Question

How much potassium bromide KBr is produced if 20.0 g of potassium bromate, $KBr{{O}_{3}}$ decomposes?

Answer 1

Hint: This problem is completely based on the balanced chemical equation and the stoichiometry it describes. A balanced chemical equation describes the stoichiometric coefficients which can further be used to solve many real-life problems.

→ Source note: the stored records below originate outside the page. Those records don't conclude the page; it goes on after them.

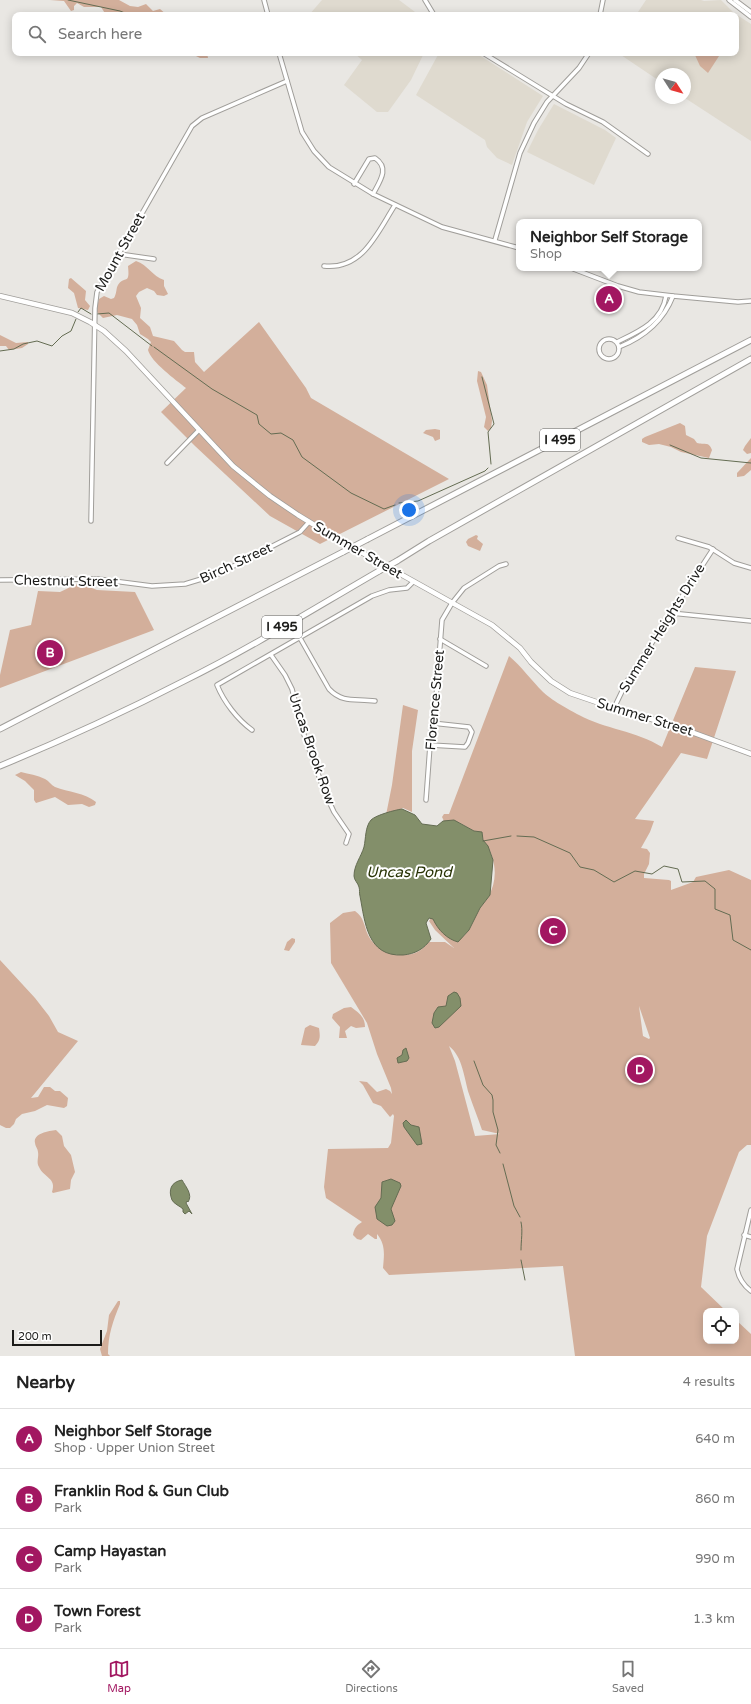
<!DOCTYPE html>
<html lang="en">
<head>
<meta charset="utf-8">
<style>
  body { margin:0; font-family:"Varela Round",sans-serif; background:#f2f2f2; color:#222 }
  .controls { position:absolute; right:12px; bottom:12px; display:grid; overflow:hidden; border-radius:8px; box-shadow:0 2px 10px #0003 }
  .controls button { width:36px; height:36px; display:grid; place-items:center; padding:0; border:0; border-bottom:1px solid #e0e0e0; background:#fff; color:#222; font:20px sans-serif }
  .compass { position:absolute; left:655px; top:68px; width:36px; height:36px; border-radius:50%; background:#fff; box-shadow:0 2px 10px #0003; rotate:126deg }
  .scale { position:absolute; left:12px; bottom:10px; width:90px; box-sizing:border-box; padding-left:4px; border:2px solid #1c1c1a; border-top:0; font-size:11px; line-height:14px; white-space:nowrap; color:#1c1c1a; -webkit-text-stroke:3px #fff; paint-order:stroke }
  .you { position:absolute; left:409px; top:510px; width:14px; height:14px; margin:-10px; border:3px solid #fff; border-radius:50%; background:#1a73e8; box-shadow:0 0 0 6px #1a73e833 }
  .badge { display:grid; place-items:center; width:26px; height:26px; border-radius:50%; background:#a21761; color:#fff; font-size:13px; font-weight:700 }
  .pin { position:absolute; translate:-50% -50%; border:2px solid #fff; box-shadow:0 1px 4px #0006 }
  .popup { position:absolute; left:516px; top:219px; width:186px; height:52px; box-sizing:border-box; display:grid; place-content:center; border-radius:8px; background:#fff; filter:drop-shadow(0 1px 3px #0005); font-size:13px; white-space:nowrap; color:#767676 }
  .popup b { font-size:15px; color:#222 }
  .popup::after { content:''; position:absolute; left:50%; top:100%; margin-left:-8px; border:8px solid transparent; border-top-color:#fff }
  .list { margin:0; padding:0; list-style:none }
  h2 { display:flex; justify-content:space-between; align-items:center; height:52px; margin:0; padding:0 16px; font-size:17px }
  h2 small { font-size:13px; font-weight:400; color:#767676 }
  .list li { display:grid; grid-template-columns:26px 1fr auto; gap:12px; align-items:center; box-sizing:border-box; height:60px; padding:0 16px; border-top:1px solid #e0e0e0 }
  .list b { display:block; font-size:15px; white-space:nowrap }
  .list p { margin:0; font-size:13px; white-space:nowrap; color:#767676 }
  .list em { font-size:13px; font-style:normal; color:#767676 }
  .icon { flex:none; width:22px; height:22px; fill:none; stroke:currentColor; stroke-width:2; stroke-linecap:round; stroke-linejoin:round }
  .map { position:relative; flex:none; width:751px; height:1356px; overflow:hidden }
  .search { position:absolute; background:#fff; box-shadow:0 2px 10px #0003; left:12px; right:12px; top:12px; height:44px; display:flex; align-items:center; gap:10px; box-sizing:border-box; padding:0 14px; border-radius:8px; color:#767676; font-size:15px }
  .sheet { height:292px; background:#fff }
  nav { display:flex; justify-content:space-around; align-items:center; box-sizing:border-box; height:56px; border-top:1px solid #e0e0e0; background:#fff; font-size:11px; color:#767676 }
  nav a { display:grid; justify-items:center; gap:2px }
  nav .on { color:#a21761 }
  .map>svg:first-child { display:block }
  .built { fill:#dfdacf }
  .green { fill:#d3af9b; fill-rule:evenodd }
  .water { fill:#838f6a; stroke:#646c52 }
  .lines { fill:none; stroke-linecap:round; stroke-linejoin:round }
  .stream { stroke:#646c52; stroke-width:1 }
  .minor-casing { stroke:#a09e9a; stroke-width:5.5 }
  .major-casing { stroke:#a09e9a; stroke-width:6 }
  .highway-casing { stroke:#a09e9a; stroke-width:7 }
  .minor { stroke:#fff; stroke-width:3.5 }
  .major { stroke:#fff; stroke-width:4.5 }
  .highway { stroke:#fff; stroke-width:5 }
  .highway-bridge-casing { stroke:#a09e9a; stroke-width:7; stroke-linecap:butt }
  .highway-bridge { stroke:#fff; stroke-width:5 }
  .labels { text-anchor:middle; dominant-baseline:central; stroke-width:4; stroke-linejoin:round; paint-order:stroke }
  .shield { fill:#fff; stroke:#60605f; stroke-width:1 }
  .shield-label { font-size:13px; font-weight:bold; fill:#1c1c1a }
  .street-label { font-size:14px; fill:#1c1c1a; stroke:#fff }
  .water-label { font-size:15px; font-style:italic; fill:#283305; stroke:#fff }
</style>
</head>
<body>
<div class="map">
<svg width="751" height="1356" viewBox="0 0 751 1356">
  <rect width="100%" height="100%" fill="#e9e7e3"/>
  <!-- built -->
  <g class="built">
    <path d="M322,0H399L419,15H309Z"/>
    <path d="M646,0H701L704,1L721,0L734,13L751,24V141L685,98V74H661V82L618,53H736V15H636Z"/>
    <path d="M354,53H424L411,80L388,112H377L344,85L362,60Z"/>
    <path d="M439,53H476L543,96L527,122L512,165L497,158L487,147L485,140L416,95Z"/>
    <path d="M554,104L605,130L616,138L594,185L527,152L538,130Z"/>
  </g>
  <!-- green -->
  <g class="green">
    <path d="M50,0H119L130,6L138,7L146,4L153,11L160,9L167,15H126L120,13L106,15L101,7H84L77,3L74,6V10L71,11L64,1Z"/>
    <path d="M190,53H207L208,58H200Z"/>
    <path d="M694,53H721L708,73L700,66Z"/>
    <path d="M136,261C148,265 152,276 164,280V286L168,294L164,296L157,295L154,291L147,288L139,292L136,296L141,308L140,318L150,327L153,336L174,341L182,350L185,352H194L195,362L204,372L259,322L306,388L311,398L449,479L320,544L270,516L195,446L161,412L186,388C176,380 151,362 148,350L151,342L148,339L140,334L137,325L132,319L117,315L103,318L96,311L99,299L104,296L111,299L114,298C117,293 116,288 118,285C125,275 130,286 128,266Z"/>
    <path d="M71,278L86,291L85,300L90,306L88,310L78,308L74,293L68,288L69,279Z"/>
    <path d="M0,335L16,343L28,342V344L22,348L9,350L6,346H0Z"/>
    <path d="M478,371L481,372L487,385L492,421L491,428L488,431L484,427L486,417L477,381Z"/>
    <path d="M680,423L685,426L686,435L694,439L697,443C704,445 709,441 712,450L709,458L681,452L671,447L659,444L649,445L642,442V439L645,437Z"/>
    <path d="M435,429L440,430V439L435,441L433,437L423,433L426,430Z"/>
    <path d="M751,438V453L747,454L743,450L745,446Z"/>
    <path d="M751,458V470L744,476L737,477V473Z"/>
    <path d="M476,535L478,536L477,539L483,544L480,551L468,546L466,542L468,539Z"/>
    <path d="M79,583L97,590L135,592L154,630L0,688V675L10,630L31,625L38,591L60,592Z"/>
    <path d="M509,656C522,667 531,680 543,692C550,699 569,710 579,715C605,729 636,731 662,747L695,667L736,671L707,759L681,753L635,819L654,821L650,832L641,848L647,849L650,853L649,864L644,874V878L669,880L671,881V890L693,882L696,877L729,870L751,880V1145H747L739,1152L707,1236L701,1287L726,1311H706V1341H736V1320L751,1334V1356H575L563,1266L389,1275L383,1268C384,1255 386,1245 377,1234V1239H375L368,1234L361,1240L357,1239L353,1235C354,1228 357,1225 362,1222L326,1198L324,1187L328,1149L388,1148L391,1143L394,1116L393,1114L390,1117L381,1106L373,1103L363,1085L359,1081L367,1082L377,1092L386,1089L390,1091L392,1094L391,1088L377,1054L367,1023L331,963L330,923L343,913L355,911C364,917 364,926 368,935C376,952 398,959 415,953C421,951 425,946 429,942H445L454,948L435,930L429,921L432,916L461,938C471,931 473,920 479,910C481,905 485,902 488,897C499,879 496,856 483,840L482,833L474,831L458,822L445,823L442,817L444,814H449ZM639,1006L650,1038L649,1039L643,1036ZM449,1046C463,1057 464,1078 469,1094C473,1106 478,1118 482,1130L500,1134L475,1136L455,1061Z"/>
    <path d="M403,705L418,710L412,751V812L403,808L386,815L392,785Z"/>
    <path d="M21,772C29,774 37,775 45,779C49,781 51,785 55,787C68,792 85,793 96,802L95,805L89,807L82,804L68,805L55,797L36,803L34,800V790L25,781L15,775Z"/>
    <path d="M292,938L295,939V942L289,951L284,950L287,942Z"/>
    <path d="M0,960L35,998L49,1016L58,1032L78,1041L31,1098L38,1097L44,1087H50L55,1091H60L68,1098L67,1106L64,1108L47,1105L35,1111L22,1114L16,1119L14,1124L10,1128H6L0,1125Z"/>
    <path d="M351,1007C359,1013 365,1017 365,1027L356,1028L351,1026L345,1031L347,1038H339L340,1027L332,1018L333,1014L344,1008Z"/>
    <path d="M310,1025L319,1028C320,1036 321,1040 315,1046L301,1045L305,1028Z"/>
    <path d="M56,1130L62,1136L64,1146L71,1155L75,1172L71,1180L70,1189L53,1193L52,1192C57,1178 44,1178 39,1167C36,1162 39,1157 38,1152C38,1149 35,1146 35,1143C33,1133 49,1131 56,1130Z"/>
    <path d="M118,1301H120V1304C113,1321 108,1335 108,1354L110,1356H102L100,1349L107,1331L109,1315Z"/>
  </g>
  <!-- water -->
  <g class="water">
    <path d="M402,809L415,815L422,824L437,826L443,821L454,820L474,831L482,832L483,840L488,846L493,860L490,895L480,908L469,930L458,942C447,939 438,930 433,919L429,918L426,923L431,939C424,949 415,954 403,955C367,957 365,922 360,896C359,893 360,890 359,887C358,883 354,880 354,876C354,865 361,857 364,847C366,838 365,827 371,820C376,815 395,810 402,809Z"/>
    <path d="M454,992L457,993L460,998L461,1006L439,1027L435,1028L432,1023L434,1013L438,1007L446,1006L448,996Z"/>
    <path d="M406,1048L409,1058L407,1061L398,1063L397,1058L402,1055L403,1050Z"/>
    <path d="M406,1120L411,1125L419,1127L422,1144L417,1145L404,1127L403,1123Z"/>
    <path d="M391,1179L400,1183L401,1186L391,1209L395,1221L392,1225L387,1226L377,1219L375,1207L381,1198L382,1182Z"/>
    <path d="M182,1180C186,1187 193,1195 188,1202L187,1201L186,1203L192,1214L189,1211L185,1214L183,1212V1209C180,1206 174,1204 172,1200C168,1190 171,1182 182,1180Z"/>
  </g>
  <g class="lines">
    <!-- stream -->
    <g class="stream">
      <path d="M68,0L120,11L130,15"/>
      <path d="M78,312L81,308L91,314"/>
      <path d="M97,314L109,313L152,346"/>
      <path d="M154,347L212,389L257,415L259,424L271,434L281,433L293,440L302,457L351,493L384,509L395,505"/>
      <path d="M0,351L14,349L23,344L37,341L52,346L62,336L71,331L76,319"/>
      <path d="M482,377L494,424L488,432L491,464"/>
      <path d="M670,445L701,458L751,463"/>
      <path d="M399,503L418,501L485,471L488,468"/>
      <path d="M517,836L534,837L570,853L580,867L594,870L614,882L635,871L652,874L664,866L678,869L682,882L705,881L715,889V909L730,915L733,940L751,950"/>
      <path d="M483,841L511,836"/>
      <path d="M474,1061L483,1085L492,1095L493,1100V1112L498,1130L496,1145L500,1153"/>
      <path d="M503,1164L514,1206L520,1217"/>
      <path d="M521,1250C521,1241 523,1230 521,1222"/>
      <path d="M521,1260L525,1280"/>
    </g>
    <defs>
      <g id="minor">
        <path d="M264,0L268,15"/>
        <path d="M425,0L434,15"/>
        <path d="M729,0L751,17"/>
        <path d="M735,0L751,12"/>
        <path d="M600,15L603,0"/>
        <path d="M279,53L302,132L314,151L329,167L373,194L442,227L519,248"/>
        <path d="M483,53L566,104L603,122L648,154"/>
        <path d="M354,184L369,159L375,158C390,168 380,181 373,194"/>
        <path d="M495,240L520,153L534,123L547,102L579,68L589,53"/>
        <path d="M119,254L154,259"/>
        <path d="M324,266C363,270 377,233 395,205"/>
        <path d="M571,268L618,286L639,292L673,296L738,302L751,301"/>
        <circle cx="609" cy="349" r="10"/>
        <path d="M617,342C638,332 662,322 666,296"/>
        <path d="M619,347C644,337 663,322 673,296"/>
        <path d="M167,463L199,430"/>
        <path d="M91,521L95,308L97,292L192,126L202,118L287,81"/>
        <path d="M678,538L709,547L734,563L751,568"/>
        <path d="M0,580L98,579L152,586L185,584L218,574L300,532L309,522"/>
        <path d="M671,613L751,621"/>
        <path d="M300,638L329,689C343,704 357,698 375,701"/>
        <path d="M440,639L486,666"/>
        <path d="M271,655L285,675L292,689L303,732L325,793L334,812L349,834L346,843"/>
        <path d="M614,708L627,681L713,549"/>
        <path d="M252,730C237,719 224,702 217,685L372,596L389,590L407,588L413,582"/>
        <path d="M430,745L465,747L468,743L472,732L469,727L432,723"/>
        <path d="M426,800L431,732L435,711L442,620L452,603L464,588L499,566L506,564"/>
        <path d="M751,1210L737,1269C739,1279 743,1285 751,1291"/>
        <path d="M744,1235L751,1237"/>
      </g>
      <path id="major" d="M0,296L72,313L90,322L104,331L126,351L233,466L270,496L298,515L334,537L492,625L520,648L531,662L551,681L570,693L614,708L675,726L751,754"/>
      <g id="highway">
        <path d="M368,539L751,340"/>
        <path d="M397,561L429,541L751,359"/>
        <path d="M0,729L343,552"/>
        <path d="M0,766C63,740 124,712 184,681C251,648 315,608 379,571"/>
      </g>
    </defs>
    <!-- minor casing -->
    <use href="#minor" class="minor-casing"/>
    <!-- major casing -->
    <use href="#major" class="major-casing"/>
    <!-- highway casing -->
    <use href="#highway" class="highway-casing"/>
    <!-- minor -->
    <use href="#minor" class="minor"/>
    <!-- major -->
    <use href="#major" class="major"/>
    <!-- highway -->
    <use href="#highway" class="highway"/>
    <defs>
      <g id="highway-bridge">
        <path d="M343,552L368,539"/>
        <path d="M379,571L397,561"/>
      </g>
    </defs>
    <!-- highway-bridge casing -->
    <use href="#highway-bridge" class="highway-bridge-casing"/>
    <!-- highway-bridge -->
    <use href="#highway-bridge" class="highway-bridge"/>
  </g>
  <g class="labels">
    <!-- shield labels -->
    <g class="shield">
      <rect x="540" y="429" width="40" height="22" rx="3"/>
      <rect x="262" y="616" width="40" height="22" rx="3"/>
    </g>
    <g class="shield-label">
      <text x="560" y="440">I 495</text>
      <text x="282" y="627">I 495</text>
    </g>
    <!-- street labels -->
    <g class="street-label">
      <text transform="translate(120 252) rotate(-61)">Mount Street</text>
      <text transform="translate(358 550) rotate(30)">Summer Street</text>
      <text transform="translate(236 563) rotate(-25)">Birch Street</text>
      <text transform="translate(66 581) rotate(1)">Chestnut Street</text>
      <text transform="translate(662 628) rotate(-58)">Summer Heights Drive</text>
      <text transform="translate(435 700) rotate(-85)">Florence Street</text>
      <text transform="translate(645 717) rotate(17)">Summer Street</text>
      <text transform="translate(312 749) rotate(71)">Uncas Brook Row</text>
    </g>
    <!-- water labels -->
    <g class="water-label">
      <text x="409" y="872">Uncas Pond</text>
    </g>
  </g>
</svg>
<div class="controls">
<button><svg class="icon" aria-label="locate" viewBox="0 0 24 24"><circle cx="12" cy="12" r="6"/><path d="M12 2v4M12 18v4M2 12h4M18 12h4"/></svg></button>
</div>
<svg class="compass" viewBox="-18 -18 36 36"><path d="M0-13l5 13h-10z" fill="#e53935"/><path d="M0 13l5-13h-10z" fill="#767676"/></svg>
<div class="scale">200 m</div>
<div class="you"></div>
<div class="pin badge" style="left:609px;top:299px">A</div>
<div class="popup"><b>Neighbor Self Storage</b>Shop</div>
<div class="pin badge" style="left:50px;top:653px">B</div>
<div class="pin badge" style="left:553px;top:931px">C</div>
<div class="pin badge" style="left:640px;top:1070px">D</div>
<div class="search"><svg class="icon" aria-label="search" viewBox="0 0 24 24"><circle cx="10" cy="10" r="6"/><path d="M15 15l6 6"/></svg>Search here</div>
</div>
<section class="sheet">
<h2>Nearby<small>4 results</small></h2>
<ul class="list">
<li><span class="badge">A</span><div><b>Neighbor Self Storage</b><p>Shop · Upper Union Street</p></div><em>640 m</em></li>
<li><span class="badge">B</span><div><b>Franklin Rod &amp; Gun Club</b><p>Park</p></div><em>860 m</em></li>
<li><span class="badge">C</span><div><b>Camp Hayastan</b><p>Park</p></div><em>990 m</em></li>
<li><span class="badge">D</span><div><b>Town Forest</b><p>Park</p></div><em>1.3 km</em></li>
</ul>
</section>
<nav>
<a class="on"><svg class="icon" aria-label="map" viewBox="0 0 24 24"><path d="M3 6l6-2 6 2 6-2v14l-6 2-6-2-6 2zM9 4v14M15 6v14"/></svg>Map</a>
<a><svg class="icon" aria-label="directions" viewBox="0 0 24 24"><path d="M12 3l9 9-9 9-9-9zM9 14v-3h6M13 9l2 2-2 2"/></svg>Directions</a>
<a><svg class="icon" aria-label="saved" viewBox="0 0 24 24"><path d="M7 4h10v16l-5-4-5 4z"/></svg>Saved</a>
</nav>
</body>
</html>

Complete step-by-step answer: Let us solve this problem in detail;
First, we need to write the balanced chemical equation which shows the conversion of potassium bromate to potassium bromide;
$2KBr{{O}_{3}}_{\left( s \right)}\xrightarrow{\Delta }2KB{{r}_{\left( s \right)}}+3{{O}_{2\left( g \right)}}$
This is the decomposition reaction where potassium bromate will undergo thermal decomposition to form potassium bromide and oxygen gas.
Here, we can see that 2 moles of potassium bromate will form 2 moles of potassium bromide. Thus, the mole ratio will be 1 : 1.
Now, using basics of stoichiometry,
167 g/mol potassium bromate will form 119 g/mol potassium bromide. Then 20 g of potassium bromate will;
Potassium bromide formed $=20.0gKBr{{O}_{3}}\times \dfrac{119.0gKBr}{167.0gKBr{{O}_{3}}}=14.3g$

Note: Do note that the problem does not contain much dimensional characteristics but we need to take them into account even if they are not very diverse.
Sometimes we don’t use stoichiometric coefficients but instead we use mole ratio; both are the same. The ratio of the stoichiometric coefficients is known as mole ratio.